J'ai hâte de lire le billet de Soleil vert.

Christiane a dit…

Chez Paul Edel :
"Ce qui est caché sous l’apparence s’ entrouvre , et j’ accède aux révélations oniriques les plus sauvages du sommeil."

Christiane a dit…

C'est quand même très étrange cette uchronie que tente Silverberg en modifiant le fil de l'histoire romaine. La pensée latine de Tite-Live et Virgile, la splendeur de la Rome Eternelle que des générations se transmettent presque religieusement dans des études classiques - et qu'il connaît bien, rend presque caduques les disparitions qu'il s'oblige à faire des monothéismes .
2000 ans de faits considérables pour l'origine de sa splendeur.
Cette uchronie n'est pas très efficace.
Alors il s'attarde sur l'envoûtante beauté aride du désert avec son héros exilé par l'empereur Julianus au fin fond de l'Arabie, parmi les Grecs, les chameaux, les tribus de Sarrasins basanés.
Donc, Mahmud disparaît... Et l'empereur Julianus pourra retrouver les grâces de César... Rien ne change...
C'est de ma faute , je suis une lectrice pleine d'epines.Je n'aime pas qu'on change certaines périodes de l'histoire du passé telles qu'elles peuplent ma mémoire
Je relisais hier la légende de Rémus et Romulus...
Cette lecture est un voyage. J'aime les livres de Mémoires,les fouilles...
Silverberg est un grand conteur mais quand même supprimer la traversée de la mer Rouge par les Hébreux, la nuit de Noël, la mort des chrétiens dans les arènes, les paroles et le regard de l'homme en blanc (Edith Piaf), c'est faire des trous dans nos mythes.
Bien sûr, il y a son vaisseau spatial à la fin, en partance pour l'utopie, mais quand même....

Soleil vert a dit…

Ce n'est qu'une construction mentale.
Les Grecs ne nous ont laissé aucun Empire d'orient, mais un autre, invisible.
Ecoutons le regretté Michel Serres à ce sujet:

"De l’Empire grec
Jamais la grécité ne parvint à l’unité, ni quand fleurirent les hégémonies d’Athènes, Thèbes, Sparte ni même quand les grandes puissances des quatre points cardinaux, Mèdes et Perses, Macédoniens, Carthaginois ou Romains les menacèrent de destruction. Nulle ligue ne dura longtemps parce que les Grecs, rivaux inépuisables aux rivages de la mer, se bornèrent, tel Alcibiade, à rêver un Empire unitaire. Les cités ou roitelets se détestaient aussi vaillamment que les philosophes. Cependant le littoral s’hellénise, les bords des trois continents Asie, Afrique, Europe, parlent grec. Mais la langue commune du commerce nautique meurt, comme les hégémonies brèves, les écoles, les petits dieux, comme ce que nous nommons l’économie. Rien ne restera de rien. Cet effondrement se nomme Antiquité.

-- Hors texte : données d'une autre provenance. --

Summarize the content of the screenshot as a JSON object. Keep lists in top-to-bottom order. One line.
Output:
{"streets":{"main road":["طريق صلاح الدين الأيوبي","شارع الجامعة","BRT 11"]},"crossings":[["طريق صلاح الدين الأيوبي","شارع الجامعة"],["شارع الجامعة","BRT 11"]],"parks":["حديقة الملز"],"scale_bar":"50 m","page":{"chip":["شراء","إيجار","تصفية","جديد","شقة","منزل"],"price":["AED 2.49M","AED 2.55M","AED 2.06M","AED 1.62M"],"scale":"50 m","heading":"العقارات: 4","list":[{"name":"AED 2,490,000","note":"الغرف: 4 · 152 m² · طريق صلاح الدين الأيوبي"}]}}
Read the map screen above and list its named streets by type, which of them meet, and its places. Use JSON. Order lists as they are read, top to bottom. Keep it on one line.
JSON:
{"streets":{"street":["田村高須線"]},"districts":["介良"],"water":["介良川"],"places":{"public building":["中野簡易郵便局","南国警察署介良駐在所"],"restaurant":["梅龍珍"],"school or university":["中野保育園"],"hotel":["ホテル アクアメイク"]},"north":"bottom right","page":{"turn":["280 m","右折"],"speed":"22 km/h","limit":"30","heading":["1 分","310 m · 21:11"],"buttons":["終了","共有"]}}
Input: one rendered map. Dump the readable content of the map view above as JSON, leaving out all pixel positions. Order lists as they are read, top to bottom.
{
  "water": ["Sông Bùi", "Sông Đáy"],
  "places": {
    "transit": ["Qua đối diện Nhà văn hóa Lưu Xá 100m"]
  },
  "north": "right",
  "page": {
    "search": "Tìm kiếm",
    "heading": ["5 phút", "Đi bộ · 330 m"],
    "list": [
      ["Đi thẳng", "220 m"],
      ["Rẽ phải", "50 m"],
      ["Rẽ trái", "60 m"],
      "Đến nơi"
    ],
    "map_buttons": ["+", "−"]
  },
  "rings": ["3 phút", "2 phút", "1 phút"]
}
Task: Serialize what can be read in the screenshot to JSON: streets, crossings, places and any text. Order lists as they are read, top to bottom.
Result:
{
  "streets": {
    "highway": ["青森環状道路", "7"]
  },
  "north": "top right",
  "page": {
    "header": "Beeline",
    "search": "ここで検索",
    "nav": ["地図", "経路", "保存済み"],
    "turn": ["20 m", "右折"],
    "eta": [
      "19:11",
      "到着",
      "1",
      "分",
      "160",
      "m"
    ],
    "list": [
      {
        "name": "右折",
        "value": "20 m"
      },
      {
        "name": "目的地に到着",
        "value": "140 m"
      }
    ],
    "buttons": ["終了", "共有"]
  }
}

Or en moins de quatre siècles, de Thalès de Milet à Euclide d’Alexandrie et qu’ils le veuillent ou non, les penseurs grecs, rivaux de villes et d’écoles, d’économie et de religion, acharnés à se contredire, fils de la terre contre amis des formes ou penseurs du mouvant contre éternitaires, ont, ensemble, construit, de façon foudroyante et inattendue, un Empire invisible et unique dont la grandeur sans décadence perdure jusqu’à nous, un bâtiment sans autre exemple dans l’histoire où ils nous amènent encore, à plus de deux millénaires de distance, à travailler selon les mêmes gestes qu’eux et sans l’abandonner sous le prétexte de la confusion de nos langues et même si nos haines croissent. L’humanité a-t-elle jamais formé un accord équivalent? Cette réussite s’appelle les mathématiques."

Christiane a dit…

Cette citation de Michel Serres est passionnante. Silverberg évoque les Grecs nombreux en Arabie dans cette nouvelle mais l'essentiel est le portrait de ce Mahmoud obsédé par son dieu unique et par l'austérité qu'il aimerait voir s'étendre dans les coutumes de son peuple.... Un désir de conquête aussi de cette partie du monde.
Les mathématiques ne sont pas la préoccupation de Silverberg dans cette nouvelle.
C'est un marchand d'idoles qui mettra fin aux ambitions de Mahmoud... Ces multiples dieux grecs font l'occasion du commerce des idoles une aubaine commerciale.
Lui, ce personnage dans nom est surtout préoccupé par son avenir. Il rêve de regagner Rome, en a assez de ce pays brûlant et de la façon dont on y vit.
C'est une analyse très fine de ces personnages.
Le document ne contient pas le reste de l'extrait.